Gideon Levy, 30 novembre 2023
Cette guerre a déjà assez duré. Elle doit cesser maintenant, dans n’importe quelles circonstances, à n’importe quel prix. Il est inutile de la poursuivre. Son coût effroyable dépassera tout bénéfice possible, si tant est qu’un bénéfice puisse découler d’une guerre. Nous n’avons plus aucune légitimité pour continuer à détruire la bande de Gaza et à tuer des dizaines de milliers de ses habitants.
Maintenant que notre colère justifiée s’est calmée, ne serait-ce qu’un peu, et que nos esprits sont un peu moins enflammés, nous devons envisager la poursuite de la guerre sans passion. Et il n’y a qu’une seule conclusion possible: y mettre fin maintenant.
Les accords visant à ramener les otages chez eux et à libérer les prisonniers palestiniens se sont jusqu’à présent déroulés mieux que prévu. Les promesses ont été tenues, des deux côtés. Même le chien Bella a été libéré dans un état apparemment raisonnable.

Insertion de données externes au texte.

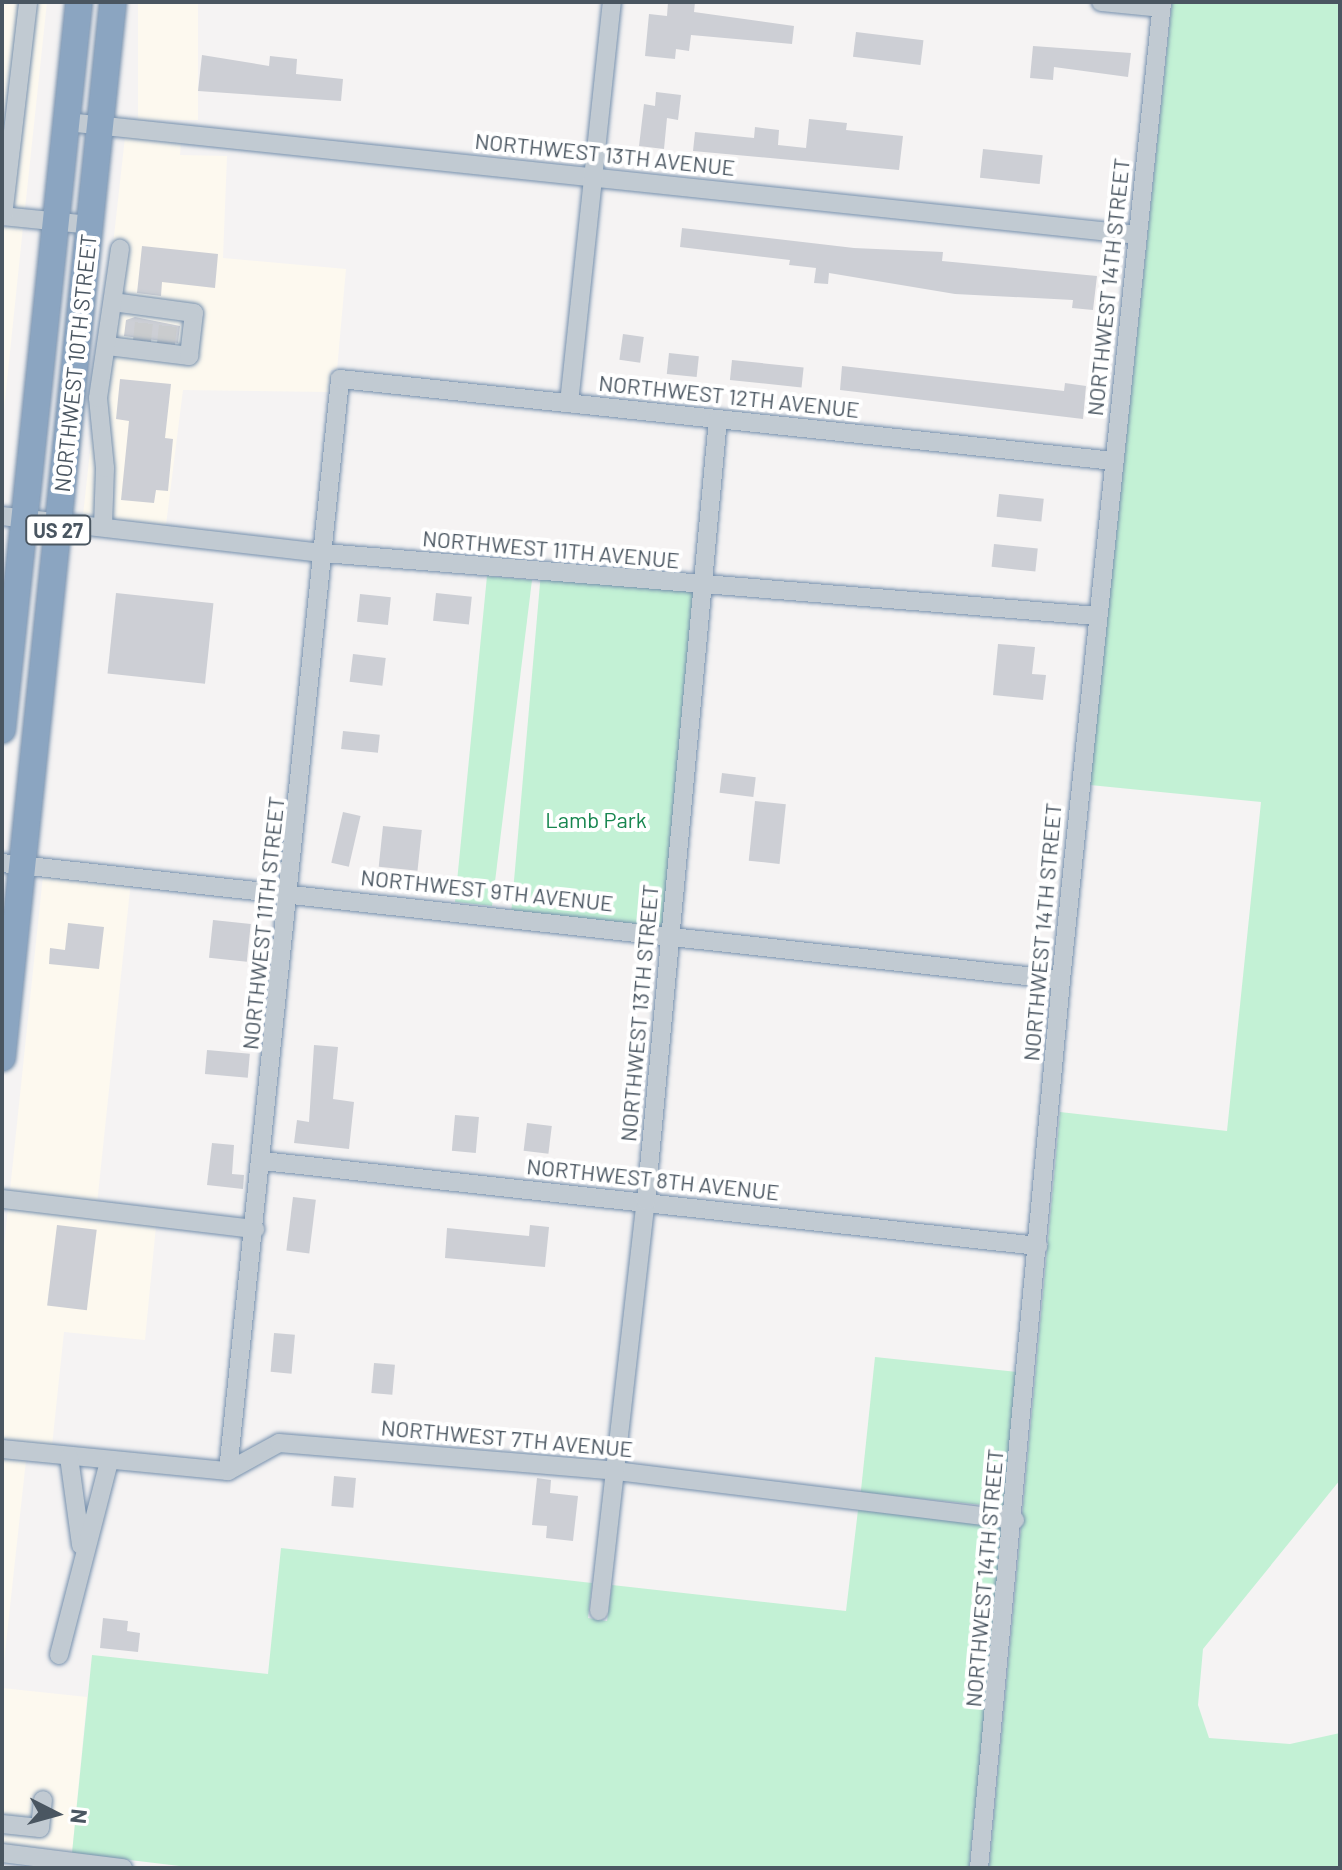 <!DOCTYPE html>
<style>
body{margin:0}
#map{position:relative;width:1342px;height:1870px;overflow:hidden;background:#f5f3f3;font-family:Barlow,sans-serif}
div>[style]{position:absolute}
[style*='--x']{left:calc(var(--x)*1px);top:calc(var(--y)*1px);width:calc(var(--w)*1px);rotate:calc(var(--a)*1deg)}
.commercial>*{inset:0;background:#fdf9ef;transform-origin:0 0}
.green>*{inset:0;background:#c3f1d5;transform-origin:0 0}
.building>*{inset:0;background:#cdcfd5;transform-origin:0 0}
.minor-tunnel>*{height:18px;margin-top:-9px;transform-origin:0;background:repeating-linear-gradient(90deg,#caccce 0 18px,transparent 0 27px)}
.roads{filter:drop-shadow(0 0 2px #7690ad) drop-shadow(0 0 2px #7690ad)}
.minor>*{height:18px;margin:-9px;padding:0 9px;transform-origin:9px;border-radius:9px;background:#c1cad2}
.highway>*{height:26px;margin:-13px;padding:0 13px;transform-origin:13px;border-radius:13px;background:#8ba5c1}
span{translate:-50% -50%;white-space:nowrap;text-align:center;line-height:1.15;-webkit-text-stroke:8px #fff;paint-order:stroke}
.shield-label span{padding:2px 6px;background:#fff;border:2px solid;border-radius:6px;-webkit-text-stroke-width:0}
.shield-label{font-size:20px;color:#4a5661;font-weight:700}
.street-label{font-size:22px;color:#4a5661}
.park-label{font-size:22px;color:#17864f}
.frame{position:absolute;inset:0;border:4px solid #4a5661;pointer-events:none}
.north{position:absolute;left:16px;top:1774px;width:80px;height:80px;-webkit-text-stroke:6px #fff;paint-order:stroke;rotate:96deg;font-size:22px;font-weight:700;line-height:32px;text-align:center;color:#4a5661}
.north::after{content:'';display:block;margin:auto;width:28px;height:36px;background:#4a5661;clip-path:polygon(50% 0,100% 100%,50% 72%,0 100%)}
</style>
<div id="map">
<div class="commercial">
<i style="clip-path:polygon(2px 2px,47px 2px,25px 209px,2px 207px)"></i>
<i style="left:138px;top:2px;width:60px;height:118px"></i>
<i style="clip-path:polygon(125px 137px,181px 143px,180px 155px,227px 156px,223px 258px,346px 269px,337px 370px,331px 370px,329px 392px,183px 390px,166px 525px,83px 515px)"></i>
<i style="clip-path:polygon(2px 224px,23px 227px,2px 429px)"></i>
<i style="left:43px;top:876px;width:88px;height:317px;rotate:6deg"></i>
<i style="clip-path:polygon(8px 1208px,156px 1226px,145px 1340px,64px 1332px,52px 1446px,2px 1439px,2px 1264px)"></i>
<i style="clip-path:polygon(2px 1457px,26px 1460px,2px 1680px)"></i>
<i style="clip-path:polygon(2px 1688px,87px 1697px,72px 1853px,2px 1844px)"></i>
</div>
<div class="green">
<i style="clip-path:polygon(1172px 2px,1340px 2px,1340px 1480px,1203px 1649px,1198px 1705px,1209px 1738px,1290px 1744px,1340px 1733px,1340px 1868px,989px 1868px,1060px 1112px,1227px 1131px,1261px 802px,1090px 785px)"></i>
<i style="left:541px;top:572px;width:161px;height:346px;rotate:5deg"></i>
<i style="clip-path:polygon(487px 576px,532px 580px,492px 906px,455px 902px)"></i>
<i style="left:875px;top:1357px;width:143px;height:136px;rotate:6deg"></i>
<i style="clip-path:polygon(858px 1510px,1004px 1527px,969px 1868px,196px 1868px,72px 1853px,92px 1655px,268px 1674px,281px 1548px,592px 1583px,588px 1618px,607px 1621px,612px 1585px,846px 1611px)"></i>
</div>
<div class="building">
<i style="clip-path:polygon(668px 2px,695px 2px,694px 12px,794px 26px,792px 44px,691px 35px,689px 51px,676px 49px,675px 59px,645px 56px,649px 14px,667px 16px)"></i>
<i style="left:856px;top:32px;width:68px;height:25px;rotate:7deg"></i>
<i style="clip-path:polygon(1033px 46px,1131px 53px,1128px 77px,1054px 67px,1053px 80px,1030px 78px)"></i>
<i style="clip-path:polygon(202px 55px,269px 66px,270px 56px,297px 59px,296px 74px,343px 79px,341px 101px,198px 91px)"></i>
<i style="clip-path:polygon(656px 92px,681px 95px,678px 120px,667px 118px,664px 149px,639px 146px,644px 104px,655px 106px)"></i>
<i style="clip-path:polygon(809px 119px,847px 123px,846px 130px,903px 136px,899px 170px,693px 151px,695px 132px,754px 138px,755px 127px,779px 130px,778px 145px,806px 148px)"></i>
<i style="left:983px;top:149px;width:60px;height:29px;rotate:6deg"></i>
<i style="clip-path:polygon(682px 228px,854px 248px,943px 252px,942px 261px,1097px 276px,1093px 310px,1072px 308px,1073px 300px,955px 294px,829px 273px,828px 284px,814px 283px,816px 268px,789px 265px,790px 260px,680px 247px)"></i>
<i style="clip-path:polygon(142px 246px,218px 254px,215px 288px,162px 282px,161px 296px,137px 293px)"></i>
<i style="clip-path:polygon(135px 317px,180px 326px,178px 343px,124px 336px,126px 320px)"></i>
<i style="left:623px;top:334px;width:21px;height:26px;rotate:8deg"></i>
<i style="left:669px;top:353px;width:30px;height:21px;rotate:6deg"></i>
<i style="left:732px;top:360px;width:72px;height:20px;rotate:6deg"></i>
<i style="clip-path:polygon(842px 366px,1064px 391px,1065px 383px,1086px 386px,1083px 419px,840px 390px)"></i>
<i style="clip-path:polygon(120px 379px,171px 384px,165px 438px,173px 439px,168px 491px,156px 490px,154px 503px,121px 500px,129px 421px,116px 419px)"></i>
<i style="left:999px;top:494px;width:45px;height:23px;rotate:6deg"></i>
<i style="left:994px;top:544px;width:44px;height:23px;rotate:6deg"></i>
<i style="left:116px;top:593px;width:98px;height:81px;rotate:6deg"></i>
<i style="left:436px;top:593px;width:36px;height:28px;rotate:6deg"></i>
<i style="left:360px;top:594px;width:31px;height:28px;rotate:6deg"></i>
<i style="clip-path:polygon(998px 644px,1035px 647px,1032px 674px,1046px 675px,1043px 700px,993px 695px)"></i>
<i style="left:353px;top:654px;width:33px;height:28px;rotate:7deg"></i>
<i style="left:343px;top:731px;width:37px;height:18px;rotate:6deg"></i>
<i style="left:722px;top:773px;width:34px;height:20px;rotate:7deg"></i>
<i style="left:755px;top:801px;width:31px;height:60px;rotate:6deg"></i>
<i style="left:343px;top:812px;width:18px;height:52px;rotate:13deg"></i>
<i style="left:383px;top:826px;width:39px;height:41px;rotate:6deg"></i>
<i style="left:213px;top:920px;width:38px;height:38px;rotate:6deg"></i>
<i style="clip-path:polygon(68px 923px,104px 927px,99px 969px,49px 964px,50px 948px,65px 950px)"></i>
<i style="clip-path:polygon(314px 1045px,338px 1047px,333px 1099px,354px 1102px,349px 1149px,294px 1143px,297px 1120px,309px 1122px)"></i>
<i style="left:207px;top:1050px;width:43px;height:24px;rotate:5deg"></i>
<i style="left:455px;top:1115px;width:24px;height:36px;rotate:5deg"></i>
<i style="left:527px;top:1123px;width:25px;height:28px;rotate:7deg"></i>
<i style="clip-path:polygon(212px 1143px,234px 1145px,232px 1174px,244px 1175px,243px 1189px,207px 1185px)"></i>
<i style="left:293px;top:1197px;width:23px;height:54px;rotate:7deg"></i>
<i style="left:57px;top:1225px;width:40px;height:81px;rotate:7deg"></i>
<i style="clip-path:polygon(530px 1225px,549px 1227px,545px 1267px,445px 1258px,447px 1228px,529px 1236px)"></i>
<i style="left:274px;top:1333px;width:21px;height:39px;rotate:5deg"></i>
<i style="left:374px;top:1363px;width:21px;height:30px;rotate:5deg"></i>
<i style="left:334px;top:1476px;width:22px;height:30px;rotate:5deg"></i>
<i style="clip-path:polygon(537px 1478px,551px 1480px,550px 1493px,578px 1496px,573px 1541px,546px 1538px,547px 1526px,532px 1525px)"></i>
<i style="clip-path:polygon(103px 1618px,128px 1621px,127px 1631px,140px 1633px,138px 1652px,100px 1648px)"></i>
</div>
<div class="minor-tunnel">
<i style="--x:142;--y:341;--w:19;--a:-84"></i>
<i style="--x:166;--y:344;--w:19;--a:-84"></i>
</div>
<div class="roads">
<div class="minor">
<i style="--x:1101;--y:2;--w:60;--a:5.7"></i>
<i style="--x:67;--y:122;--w:1077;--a:6.02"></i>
<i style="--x:2;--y:216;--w:88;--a:5.8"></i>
<i style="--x:3;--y:216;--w:215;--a:-83.3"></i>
<i style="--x:108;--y:346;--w:82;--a:7"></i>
<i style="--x:189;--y:356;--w:43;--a:-83.4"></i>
<i style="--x:194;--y:313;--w:82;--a:-172.3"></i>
<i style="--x:569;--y:403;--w:403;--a:-83.9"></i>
<i style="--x:2;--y:516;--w:324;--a:6.6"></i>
<i style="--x:324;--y:553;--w:776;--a:4.66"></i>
<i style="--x:103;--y:526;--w:58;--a:-88"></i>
<i style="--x:105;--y:468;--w:70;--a:-95.7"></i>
<i style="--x:98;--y:398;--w:151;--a:-81.6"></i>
<i style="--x:2;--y:863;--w:1065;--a:6.3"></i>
<i style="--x:263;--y:1161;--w:780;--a:6.26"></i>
<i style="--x:2;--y:1199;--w:255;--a:6.8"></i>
<i style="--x:2;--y:1449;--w:227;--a:5.6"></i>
<i style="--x:228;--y:1471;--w:58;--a:-28.8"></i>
<i style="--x:279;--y:1443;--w:338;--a:4.7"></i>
<i style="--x:616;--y:1471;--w:402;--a:7"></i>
<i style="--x:69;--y:1457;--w:89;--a:82.2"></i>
<i style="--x:228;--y:1471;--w:1098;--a:-84.14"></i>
<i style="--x:340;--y:379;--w:778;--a:6.05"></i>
<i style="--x:599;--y:1611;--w:413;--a:-83.5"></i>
<i style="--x:646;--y:1201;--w:785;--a:-84.74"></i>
<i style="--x:59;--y:1655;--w:199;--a:-75.5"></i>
<i style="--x:2;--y:1824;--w:38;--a:6"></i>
<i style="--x:40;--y:1828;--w:28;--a:-84"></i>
<i style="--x:2;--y:1853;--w:122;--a:7.1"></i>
<i style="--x:979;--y:1868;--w:892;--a:-84.72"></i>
<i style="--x:1061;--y:980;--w:983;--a:-84.1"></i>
</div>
<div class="highway">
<i style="--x:2;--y:730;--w:732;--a:-83.96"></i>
<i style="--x:2;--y:1058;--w:1062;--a:-84"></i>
</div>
</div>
<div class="shield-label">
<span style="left:58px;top:530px">US 27</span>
</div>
<div class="street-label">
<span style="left:605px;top:154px;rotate:6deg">NORTHWEST 13TH AVENUE</span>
<span style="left:1108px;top:287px;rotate:-84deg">NORTHWEST 14TH STREET</span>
<span style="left:75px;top:363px;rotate:-84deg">NORTHWEST 10TH STREET</span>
<span style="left:729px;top:396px;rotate:6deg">NORTHWEST 12TH AVENUE</span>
<span style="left:551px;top:549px;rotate:5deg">NORTHWEST 11TH AVENUE</span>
<span style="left:487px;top:890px;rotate:6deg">NORTHWEST 9TH AVENUE</span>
<span style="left:263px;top:923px;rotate:-84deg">NORTHWEST 11TH STREET</span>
<span style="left:1042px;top:932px;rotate:-85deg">NORTHWEST 14TH STREET</span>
<span style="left:639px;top:1013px;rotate:-85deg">NORTHWEST 13TH STREET</span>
<span style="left:653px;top:1179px;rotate:6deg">NORTHWEST 8TH AVENUE</span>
<span style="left:507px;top:1438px;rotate:5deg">NORTHWEST 7TH AVENUE</span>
<span style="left:984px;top:1578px;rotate:-85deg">NORTHWEST 14TH STREET</span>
</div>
<div class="park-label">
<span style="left:596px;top:820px">Lamb Park</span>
</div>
<div class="frame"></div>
<div class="north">N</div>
</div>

Mais la plupart des otages n’ont pas encore été libérés. Nous devons continuer à travailler pour les libérer jusqu’à ce que chacun d’entre eux soit rentré chez lui, ce qui signifiera probablement la libération de tous les prisonniers palestiniens en Israël. Ceux qui ont du mal à digérer cette idée feraient bien de s’y habituer.
Et pour obtenir le retour des otages, il n’est pas nécessaire de poursuivre la guerre. Au contraire, la poursuite de la guerre risque d’empêcher d’autres libérations et même de mettre en danger la vie des otages. Seul un accord permettra de les libérer tous. Et ces accords ne peuvent avoir lieu que dans les conditions d’un cessez-le-feu.
Le deuxième objectif d’Israël n’a pas été atteint, mais il ne peut probablement pas l’être à un prix raisonnable. Après presque deux mois de combats, le Hamas est toujours en vie. Et au moins une partie de ses forces reste organisée, comme on a pu le constater lors de la mise en œuvre des accords sur les otages.
Les forces de défense israéliennes affirment avoir tué 5 000 combattants du Hamas. Peut-être que oui, peut-être que non. Mais le haut commandement du Hamas reste intact, de même qu’une partie de son infrastructure.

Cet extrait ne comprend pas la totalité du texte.